La explicación de fondo nos conduce al viejo debate dentro de la izquierda latinoamericana. En el siglo XX la discusión giraba entorno al carácter de la revolución: si por etapas o permanente. Los partidarios de la primera incluso sostenían que sectores “progresistas” de la burguesía podían liderar o formar parte del bloque en el poder para el cumplimiento de las tareas pendientes de la revolución democrático-burguesa. Los segundos negaban esta posibilidad pero solo le atribuían esa misión al proletariado.
Felizmente para el rumbo revolucionario del país surgió, desde principios de la década de los noventa, una fuerte corriente de izquierda que en la teoría y la práctica buscaba superar esas concepciones erróneas de la revolución para un país como el nuestro. Evo Morales fue parte de esa nueva camada de dirigentes indígena campesinos que impulsaron un acercamiento y articulación del pensamiento originario indígena campesino con el pensamiento de los trabajadores de las minas, las fábricas y las ciudades. En ambos lados estuvo presente el ideario marxista. Se resistió así y luego se derrotó al neoliberalismo legitimado por la democracia viable y controlada de los Estados Unidos que en Bolivia adquirió la forma de democracia de pactos.

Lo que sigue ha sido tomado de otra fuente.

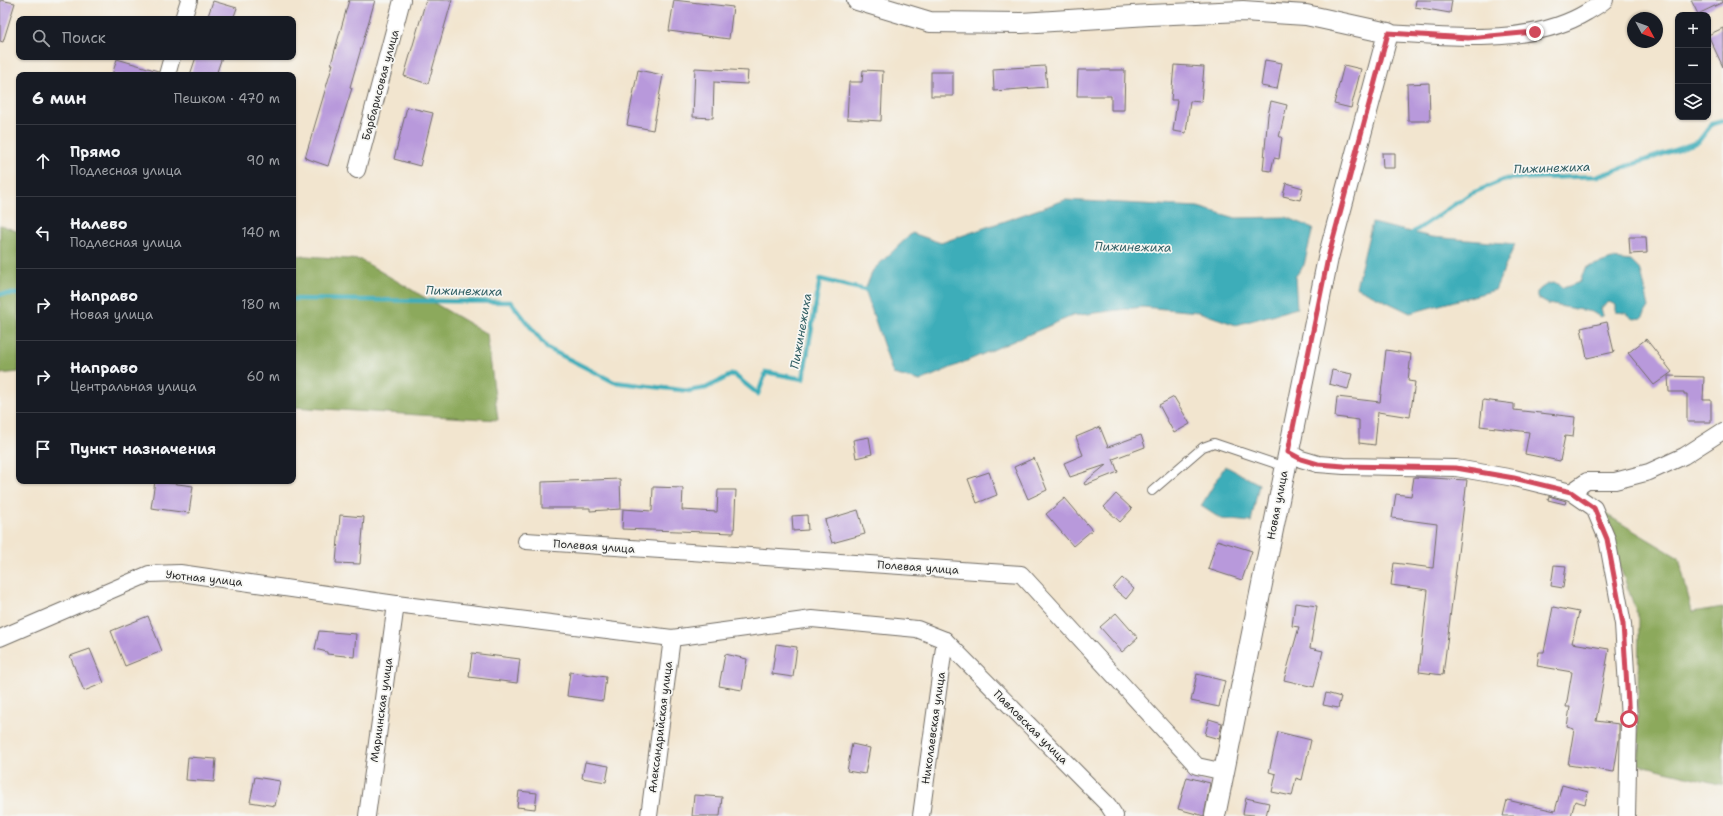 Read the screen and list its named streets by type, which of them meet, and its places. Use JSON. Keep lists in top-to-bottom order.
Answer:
{
  "streets": {
    "street": [
      "Барбарисовая улица",
      "Новая улица",
      "Полевая улица",
      "Уютная улица",
      "Мариинская улица",
      "Александрийская улица",
      "Павловская улица",
      "Николаевская улица"
    ]
  },
  "crossings": [
    ["Новая улица", "Полевая улица"],
    ["Уютная улица", "Мариинская улица"],
    ["Уютная улица", "Александрийская улица"],
    ["Уютная улица", "Павловская улица"],
    ["Уютная улица", "Николаевская улица"],
    ["Павловская улица", "Николаевская улица"]
  ],
  "water": ["Пижинежиха"],
  "north": "bottom right",
  "page": {
    "map_buttons": ["+", "−"],
    "search": "Поиск",
    "heading": ["6 мин", "Пешком · 470 m"],
    "list": [
      ["Прямо", "Подлесная улица", "90 m"],
      ["Налево", "Подлесная улица", "140 m"],
      ["Направо", "Новая улица", "180 m"],
      ["Направо", "Центральная улица", "60 m"],
      "Пункт назначения"
    ]
  }
}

En once años el gobierno indígena campesino y popular liderado por el presidente Evo Morales ha logrado: sentar los cimientos de un Estado Plurinacional que represente el interés general de todos y está desmontando los dispositivos de la colonialidad del poder; está construyendo una economía independiente (industrialización, control de los recursos naturales, bolivianización de la economía y otros) y soberana políticamente, y ahora se encuentra, a través de la Agenda 2025 por ejemplo, preparando condiciones para que Bolivia ingrese con fuerza y éxito a encarar las duras exigencias del siglo XXI.
Esa Bolivia del siglo XXI es la Bolivia no capitalista. Es la Bolivia socialista y comunitaria de la que alguna vez ha hablado el presidente Evo Morales. Es la Bolivia en la que se protege al ser humano y a la naturaleza y en la que se erradica toda forma de pobreza (material, social y espiritual).
Esa Bolivia de esperanza no hubiera sido posible sin el ingreso a su condición de bloque dirigente y dominante del sujeto indígena campesino, obrero y popular, y sin que éste tuviera a su mejor hijo: Evo Morales.